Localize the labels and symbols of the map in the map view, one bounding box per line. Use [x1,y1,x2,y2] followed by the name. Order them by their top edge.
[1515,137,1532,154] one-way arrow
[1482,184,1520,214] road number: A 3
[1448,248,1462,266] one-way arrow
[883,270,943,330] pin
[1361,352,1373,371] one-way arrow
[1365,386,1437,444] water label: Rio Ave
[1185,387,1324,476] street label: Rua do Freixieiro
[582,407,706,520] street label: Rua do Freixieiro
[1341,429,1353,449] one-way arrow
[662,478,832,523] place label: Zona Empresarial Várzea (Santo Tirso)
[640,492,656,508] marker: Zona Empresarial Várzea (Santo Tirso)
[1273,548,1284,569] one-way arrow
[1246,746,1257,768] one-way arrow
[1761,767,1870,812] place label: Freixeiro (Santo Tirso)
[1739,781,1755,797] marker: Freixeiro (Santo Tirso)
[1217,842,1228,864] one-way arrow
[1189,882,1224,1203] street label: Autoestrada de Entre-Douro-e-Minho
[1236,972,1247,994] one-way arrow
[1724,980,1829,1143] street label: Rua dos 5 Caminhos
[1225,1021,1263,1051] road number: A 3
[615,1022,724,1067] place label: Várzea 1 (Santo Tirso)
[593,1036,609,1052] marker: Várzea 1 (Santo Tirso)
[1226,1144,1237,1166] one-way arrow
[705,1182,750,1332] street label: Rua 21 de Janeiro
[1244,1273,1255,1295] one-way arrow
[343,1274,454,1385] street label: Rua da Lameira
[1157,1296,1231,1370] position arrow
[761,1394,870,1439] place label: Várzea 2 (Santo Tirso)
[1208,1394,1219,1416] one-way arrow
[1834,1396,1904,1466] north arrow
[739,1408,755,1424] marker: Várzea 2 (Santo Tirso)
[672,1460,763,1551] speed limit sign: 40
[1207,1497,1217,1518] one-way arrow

.....

The lines to return are those in the records above that hold the word "road".

- [FINISHED EXERCISE]
[1482,184,1520,214] road number: A 3
[1225,1021,1263,1051] road number: A 3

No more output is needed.